The following appeared in VBP News


 

NAACOS Offers Feedback on New Direct Contracting Options

Not surprisingly, the National Association of Accountable Care Organizations has some feedback on the Geographic Population-Based Payment Option, one of three in the Direct Contracting model proposed by the Center for Medicare and Medicaid Innovation. "NAACOS supports introducing new Alternative Payment Models that emphasize quality and accountability for total cost of care,” the group says in a letter to CMMI, but urges it “to be mindful that the option doesn’t undermine the efforts of other well-established Medicare ACO models."

  • Specifically, NAACOS asks the Centers for Medicare & Medicaid Services to "launch the Geographic PBP Option in areas with low, if any, ACO penetration."
  • As well, ACO-assigned beneficiaries should be excluded from the populations for which Geographic Direct Contracting Entities would be responsible, so as to not interfere with ACO participation."

While NAACOS "appreciates more opportunities that move Medicare away from a fee-for-service payment system," the letter says, "CMS must recognize the tremendous growth of ACOs in Medicare and the groundwork they’ve lain for future success. That work must not be disrupted."

  • Data show Medicare ACOs “limit the growth of healthcare spending,” the letter says, including an independent analysis that "showed the MSSP saved Medicare $2.7 billion between 2013 and 2016."
  • The Next-Generation ACO Model also "had savings," it adds, "reflected in the program’s first-year evaluation report, which showed 18 ACOs reduced Medicare spending by $62 million."
  • Initial analysis of second-year results show, the letter adds, the program netted at least $165 million to Medicare in 2017.
  • In 2017, MSSP ACOs subject to pay-for-performance measures earned an average quality score of 90.5%.

In a separate letter, NAACOS "expresses strong support for the Professional and Global Model Options," the organization notes, as they “build off of ACO programs and principles. "NAACOS also offers several recommendations to “improve the options."
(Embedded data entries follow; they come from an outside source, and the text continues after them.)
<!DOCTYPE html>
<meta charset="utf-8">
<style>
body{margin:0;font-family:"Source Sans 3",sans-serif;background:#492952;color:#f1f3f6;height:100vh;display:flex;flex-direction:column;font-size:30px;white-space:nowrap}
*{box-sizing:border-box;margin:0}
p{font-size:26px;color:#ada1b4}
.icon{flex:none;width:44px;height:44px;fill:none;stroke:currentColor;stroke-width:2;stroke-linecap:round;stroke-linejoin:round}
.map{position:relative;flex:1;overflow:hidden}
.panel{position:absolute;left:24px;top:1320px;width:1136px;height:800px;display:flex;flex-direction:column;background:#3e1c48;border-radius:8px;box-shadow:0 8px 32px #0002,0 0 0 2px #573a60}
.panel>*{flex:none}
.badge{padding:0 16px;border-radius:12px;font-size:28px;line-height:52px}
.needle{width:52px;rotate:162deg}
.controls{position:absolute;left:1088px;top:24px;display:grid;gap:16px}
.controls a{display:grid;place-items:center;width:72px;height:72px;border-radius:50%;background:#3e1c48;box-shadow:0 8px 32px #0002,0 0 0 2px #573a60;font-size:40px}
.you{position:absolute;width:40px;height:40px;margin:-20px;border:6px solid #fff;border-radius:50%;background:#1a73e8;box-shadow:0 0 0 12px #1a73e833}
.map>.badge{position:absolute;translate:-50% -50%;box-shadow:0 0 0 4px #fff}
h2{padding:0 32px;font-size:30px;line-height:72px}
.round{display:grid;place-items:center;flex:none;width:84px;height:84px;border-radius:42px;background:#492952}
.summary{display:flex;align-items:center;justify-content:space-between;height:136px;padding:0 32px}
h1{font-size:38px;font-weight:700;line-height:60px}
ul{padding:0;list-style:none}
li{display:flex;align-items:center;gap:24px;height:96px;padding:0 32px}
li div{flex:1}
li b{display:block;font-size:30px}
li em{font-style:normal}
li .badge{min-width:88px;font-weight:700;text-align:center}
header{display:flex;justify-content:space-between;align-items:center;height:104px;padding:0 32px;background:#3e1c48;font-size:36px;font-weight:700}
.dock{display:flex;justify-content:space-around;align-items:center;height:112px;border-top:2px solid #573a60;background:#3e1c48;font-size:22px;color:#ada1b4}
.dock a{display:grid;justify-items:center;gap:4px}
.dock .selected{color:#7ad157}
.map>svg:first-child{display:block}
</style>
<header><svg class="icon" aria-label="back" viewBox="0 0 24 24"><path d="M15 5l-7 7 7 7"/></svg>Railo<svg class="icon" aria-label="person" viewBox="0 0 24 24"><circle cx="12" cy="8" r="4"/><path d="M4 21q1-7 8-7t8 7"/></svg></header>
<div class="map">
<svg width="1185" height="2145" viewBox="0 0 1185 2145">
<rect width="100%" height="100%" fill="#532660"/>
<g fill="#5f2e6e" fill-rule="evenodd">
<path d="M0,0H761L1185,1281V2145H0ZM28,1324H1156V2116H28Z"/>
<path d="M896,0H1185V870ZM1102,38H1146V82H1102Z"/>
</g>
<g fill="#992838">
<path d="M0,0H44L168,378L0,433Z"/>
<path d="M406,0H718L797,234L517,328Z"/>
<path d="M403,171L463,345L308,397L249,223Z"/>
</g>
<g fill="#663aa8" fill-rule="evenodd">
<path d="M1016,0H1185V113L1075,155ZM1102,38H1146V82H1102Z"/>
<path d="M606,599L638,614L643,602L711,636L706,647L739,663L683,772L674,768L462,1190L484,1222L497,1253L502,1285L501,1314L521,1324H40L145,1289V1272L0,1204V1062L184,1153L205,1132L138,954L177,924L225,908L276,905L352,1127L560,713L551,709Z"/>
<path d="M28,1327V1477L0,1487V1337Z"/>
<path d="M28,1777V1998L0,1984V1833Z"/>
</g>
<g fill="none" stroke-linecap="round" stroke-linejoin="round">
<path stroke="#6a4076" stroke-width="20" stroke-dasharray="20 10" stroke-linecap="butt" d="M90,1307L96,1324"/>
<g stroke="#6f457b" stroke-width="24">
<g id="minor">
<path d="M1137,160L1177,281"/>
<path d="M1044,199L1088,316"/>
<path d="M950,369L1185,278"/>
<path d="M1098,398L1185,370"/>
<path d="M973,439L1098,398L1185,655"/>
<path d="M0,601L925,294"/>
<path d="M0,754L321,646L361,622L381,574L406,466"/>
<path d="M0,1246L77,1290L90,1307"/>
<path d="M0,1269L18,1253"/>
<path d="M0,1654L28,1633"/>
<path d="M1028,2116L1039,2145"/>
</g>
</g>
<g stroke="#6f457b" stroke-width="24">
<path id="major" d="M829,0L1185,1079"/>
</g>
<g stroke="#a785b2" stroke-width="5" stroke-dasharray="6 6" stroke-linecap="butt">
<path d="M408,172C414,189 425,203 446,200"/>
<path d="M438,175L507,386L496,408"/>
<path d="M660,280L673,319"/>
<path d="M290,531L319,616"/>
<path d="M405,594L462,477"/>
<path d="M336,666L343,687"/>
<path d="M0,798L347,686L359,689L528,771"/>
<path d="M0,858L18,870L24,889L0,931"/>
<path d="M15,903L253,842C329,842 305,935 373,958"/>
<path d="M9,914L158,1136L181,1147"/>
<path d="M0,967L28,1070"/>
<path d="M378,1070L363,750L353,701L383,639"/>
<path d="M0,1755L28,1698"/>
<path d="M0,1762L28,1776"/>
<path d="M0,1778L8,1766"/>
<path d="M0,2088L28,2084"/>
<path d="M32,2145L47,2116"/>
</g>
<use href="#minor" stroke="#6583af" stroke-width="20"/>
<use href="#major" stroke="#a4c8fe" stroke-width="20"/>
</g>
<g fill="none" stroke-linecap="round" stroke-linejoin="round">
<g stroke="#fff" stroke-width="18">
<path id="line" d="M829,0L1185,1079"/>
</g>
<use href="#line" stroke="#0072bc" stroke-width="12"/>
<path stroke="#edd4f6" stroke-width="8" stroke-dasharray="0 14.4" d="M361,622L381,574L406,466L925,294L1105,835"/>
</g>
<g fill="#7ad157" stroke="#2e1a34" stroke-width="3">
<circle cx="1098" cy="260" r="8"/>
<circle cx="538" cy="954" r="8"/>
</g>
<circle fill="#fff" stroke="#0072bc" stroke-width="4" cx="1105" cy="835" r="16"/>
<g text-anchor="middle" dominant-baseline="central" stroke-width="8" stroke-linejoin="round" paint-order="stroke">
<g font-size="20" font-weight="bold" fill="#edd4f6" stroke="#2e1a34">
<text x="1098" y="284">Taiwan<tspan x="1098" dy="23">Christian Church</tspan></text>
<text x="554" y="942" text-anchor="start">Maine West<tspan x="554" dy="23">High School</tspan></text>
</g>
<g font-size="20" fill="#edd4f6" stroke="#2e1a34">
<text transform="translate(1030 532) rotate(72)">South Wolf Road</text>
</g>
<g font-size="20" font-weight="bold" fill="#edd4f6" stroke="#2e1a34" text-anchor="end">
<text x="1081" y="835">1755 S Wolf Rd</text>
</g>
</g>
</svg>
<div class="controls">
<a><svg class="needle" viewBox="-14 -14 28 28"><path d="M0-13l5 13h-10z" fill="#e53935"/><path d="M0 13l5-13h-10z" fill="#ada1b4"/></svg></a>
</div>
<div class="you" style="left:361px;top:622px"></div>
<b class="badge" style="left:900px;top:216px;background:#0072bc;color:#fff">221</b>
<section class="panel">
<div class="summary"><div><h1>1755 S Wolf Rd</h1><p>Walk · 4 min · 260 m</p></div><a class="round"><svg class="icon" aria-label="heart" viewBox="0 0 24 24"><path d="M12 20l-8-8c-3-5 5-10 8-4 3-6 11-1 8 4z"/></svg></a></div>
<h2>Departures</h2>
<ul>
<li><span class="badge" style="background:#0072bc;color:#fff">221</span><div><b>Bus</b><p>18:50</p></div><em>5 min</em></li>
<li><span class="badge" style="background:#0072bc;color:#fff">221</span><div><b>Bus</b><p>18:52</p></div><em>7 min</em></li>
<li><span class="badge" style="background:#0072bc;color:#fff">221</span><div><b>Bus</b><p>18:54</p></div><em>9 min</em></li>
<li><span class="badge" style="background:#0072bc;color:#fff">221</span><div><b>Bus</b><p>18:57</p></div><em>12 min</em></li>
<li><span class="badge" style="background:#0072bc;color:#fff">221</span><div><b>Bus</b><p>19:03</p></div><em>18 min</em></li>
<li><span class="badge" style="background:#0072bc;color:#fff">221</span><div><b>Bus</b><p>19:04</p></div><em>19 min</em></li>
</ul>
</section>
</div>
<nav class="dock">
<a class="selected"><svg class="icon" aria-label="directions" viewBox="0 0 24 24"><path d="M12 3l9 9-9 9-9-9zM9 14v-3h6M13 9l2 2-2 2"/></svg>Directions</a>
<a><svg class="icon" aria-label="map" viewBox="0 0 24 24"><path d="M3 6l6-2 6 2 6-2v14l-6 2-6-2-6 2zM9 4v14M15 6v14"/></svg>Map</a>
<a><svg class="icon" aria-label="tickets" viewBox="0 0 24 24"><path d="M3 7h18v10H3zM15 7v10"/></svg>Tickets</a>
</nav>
  • Provide "necessary" fraud and abuse waivers.
  • Expand utilization management tools.
  • Ensure that claims payment is optional for Direct Contracting Entities.
  • Apply “lessons learned from existing ACO programs and Medicare Advantage” when crafting risk adjustment and benchmarking policies.

"The Direct Contracting options represent an important next step in the Innovation Center’s work on accountable care models," the group adds in the letter. "Especially if CMS adopts the recommendations, the options can improve Medicare’s work to advance value-based care." NAACOS represents 330 MSSP, Next-Generation and commercial ACOs.